The much anticipated BBI report is out and if it’s public launch at Bomas is anything to go by, there’s one person biting their nails wondering what the heck happened here. That person is Deputy President William Ruto.
Ruto has been waging a silent campaign to undermine President Uhuru Kenyatta and ODM leader Raila Odinga , while at the same time planting seeds of discord against the BBI and its architects.
Just before the report was made public, Ruto swang blows to kill it and practically render Uhuru and Raila irrelevant as to his 2022 presidential bid.
The DP cleverly did this without saying much about the work on the report other than occasionally saying he’ll wait for direction from his boss.
Reality was a different story.
Ruto’s soldiers effectively poisoned the minds of many against BBI, using various tactics, including characterising the handshake report as nothing but the perpetuation of the “dynasties, which must fall.”
Note the double-barreled messaging here: Uhuru and Raila are the “dynasties” and Ruto is the humble peasant leader who must save the masses from these gluttonous dynasties determined to remain in power or to get in “through the backdoor”—a reference to Raila.
With this message and others similar doing the rounds in social media and on the ground, Ruto was, indeed, walking around with a swagger waiting for the right moment to strike — the day on which the report would be launched. He would then ride on his high white horse to announce he cannot but part company with his boss in opposition to this “backdoor means” of getting Raila to power as president.
That message had 80 per cent plus of Central ready to buy hook, line and sinker and along with that, they were prepared to throw away the baby with the bathwater. That’s just tragic, though a reality even as we start the process of implementing BBI.
The same message would have equally resonated in large swaths of the Rift Valley, save for pockets here and there where Raila still has support.
To their credit for ingenuity, the BBI drafters have come up with a myriad of proposals that on their face are not controversial. However, when it came to the most contentious of all, the Executive and how it should be restructured, the status quo has basically remained, other than adding the presidency more power to appoint a prime minister from the majority party or coalition of parties forming the majority in Parliament.

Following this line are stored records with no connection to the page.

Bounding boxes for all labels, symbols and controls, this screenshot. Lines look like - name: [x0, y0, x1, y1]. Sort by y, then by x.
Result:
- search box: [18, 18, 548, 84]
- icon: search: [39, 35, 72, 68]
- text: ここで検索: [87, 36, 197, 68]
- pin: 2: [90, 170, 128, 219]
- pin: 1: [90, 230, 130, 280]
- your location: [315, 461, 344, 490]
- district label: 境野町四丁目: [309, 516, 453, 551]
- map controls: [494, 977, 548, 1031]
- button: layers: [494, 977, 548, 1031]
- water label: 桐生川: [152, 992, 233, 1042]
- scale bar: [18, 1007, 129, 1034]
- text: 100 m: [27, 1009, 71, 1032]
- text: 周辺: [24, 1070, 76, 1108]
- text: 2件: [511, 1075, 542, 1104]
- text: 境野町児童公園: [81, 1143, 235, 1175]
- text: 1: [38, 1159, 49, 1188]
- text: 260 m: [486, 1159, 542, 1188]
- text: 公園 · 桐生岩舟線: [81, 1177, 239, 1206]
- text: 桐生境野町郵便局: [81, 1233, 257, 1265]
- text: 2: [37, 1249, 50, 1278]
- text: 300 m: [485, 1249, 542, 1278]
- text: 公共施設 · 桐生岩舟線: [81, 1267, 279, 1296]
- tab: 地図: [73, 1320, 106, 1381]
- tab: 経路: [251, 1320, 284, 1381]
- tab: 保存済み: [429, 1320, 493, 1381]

In other words, there’s no “backdoor” here to give Raila the presidency and that has people in a certain region so excited you’ll think nothing else matters for them. In fact, nothing else matters for them and that’s also tragic.
This should never be about one or two men: it should be about our beloved country and what we must do to bring about lasting peace and addressing the serious myriad of maladies, including corruption and lack of economic opportunities to alleviate poverty.

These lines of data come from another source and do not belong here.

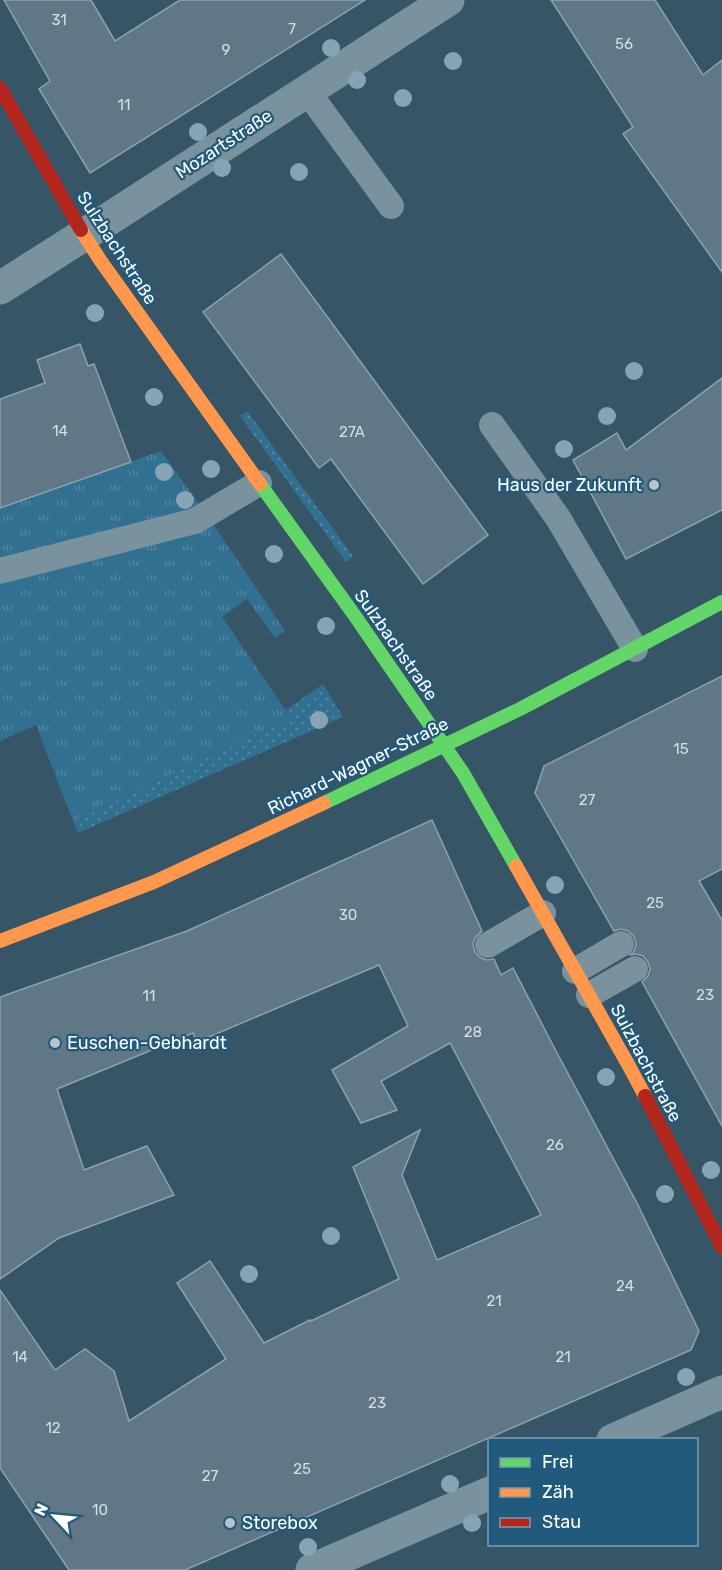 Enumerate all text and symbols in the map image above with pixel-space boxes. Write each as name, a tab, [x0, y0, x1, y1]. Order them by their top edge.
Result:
house number: 31	[51, 11, 67, 29]
house number: 7	[288, 20, 296, 38]
house number: 56	[615, 35, 633, 53]
house number: 9	[222, 41, 231, 59]
house number: 11	[118, 96, 130, 114]
street label: Mozartstraße	[171, 105, 277, 183]
street label: Sulzbachstraße	[72, 187, 162, 309]
house number: 14	[52, 422, 68, 440]
house number: 27A	[339, 423, 365, 441]
place label: Haus der Zukunft	[497, 474, 642, 496]
marker: Haus der Zukunft	[647, 478, 661, 492]
street label: Sulzbachstraße	[350, 585, 442, 705]
street label: Richard-Wagner-Straße	[264, 713, 452, 819]
house number: 15	[673, 740, 689, 758]
house number: 27	[579, 791, 596, 809]
house number: 25	[646, 894, 664, 912]
house number: 30	[339, 906, 357, 924]
house number: 23	[696, 986, 714, 1004]
house number: 11	[143, 987, 155, 1005]
street label: Sulzbachstraße	[606, 1000, 686, 1126]
house number: 28	[464, 1023, 482, 1041]
place label: Euschen-Gebhardt	[67, 1032, 227, 1054]
marker: Euschen-Gebhardt	[48, 1036, 62, 1050]
house number: 26	[546, 1136, 564, 1154]
house number: 24	[616, 1277, 634, 1295]
house number: 21	[486, 1292, 502, 1310]
house number: 14	[12, 1348, 28, 1366]
house number: 21	[555, 1348, 571, 1366]
house number: 23	[368, 1394, 386, 1412]
house number: 12	[45, 1419, 61, 1437]
legend	[488, 1438, 698, 1546]
text: Frei	[542, 1451, 573, 1473]
house number: 25	[293, 1460, 311, 1478]
house number: 27	[202, 1467, 219, 1485]
text: Zäh	[542, 1481, 574, 1503]
north arrow	[24, 1486, 84, 1546]
text: N	[30, 1500, 52, 1519]
house number: 10	[92, 1501, 108, 1519]
text: Stau	[542, 1511, 581, 1533]
place label: Storebox	[242, 1512, 318, 1534]
marker: Storebox	[223, 1516, 237, 1530] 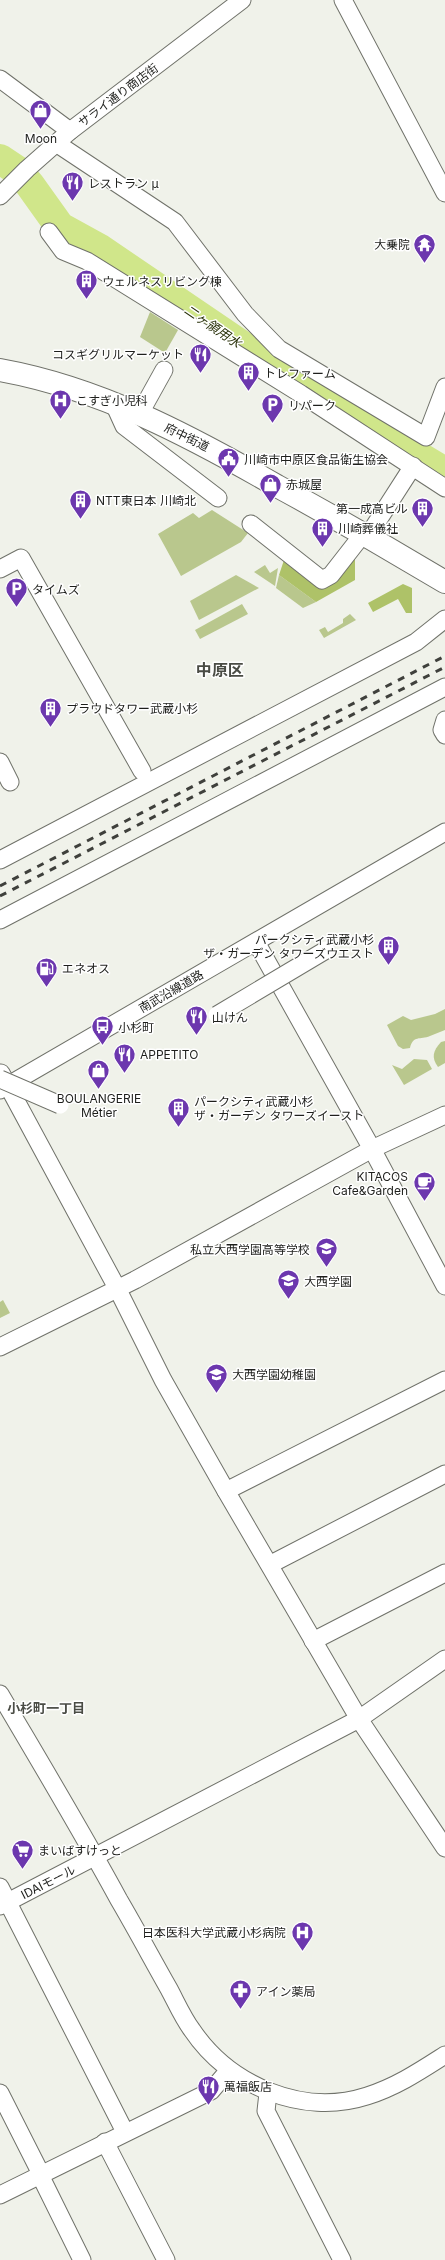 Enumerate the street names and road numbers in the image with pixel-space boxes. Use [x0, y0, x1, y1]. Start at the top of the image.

To see this level of obsession about one man not ascending to the presidency as the single focus for this large population is not only tragic but also backward.
Ruto was poised to borrow from Raila’s 2005 playbook, defeat BBI and go full-throttle for his 2022 presidential campaign, which he no doubt has in mind he’ll win much as Raila rode the Bomas defeat to defeat President Kibaki in 2007 but rigged out.
Ruto may not have a wave to ride going into 2022, but, given how BBI has been proposed, everything has been cast to Square One, where everyone must regroup and re-think what to do with this masterly of politics we see in full display.
In other words, Ruto has been outwitted in round one. The question now is what he does next and the answer to that obviously depends on what Uhuru and Raila do as the DP can only now react or toe the line for his own political survival.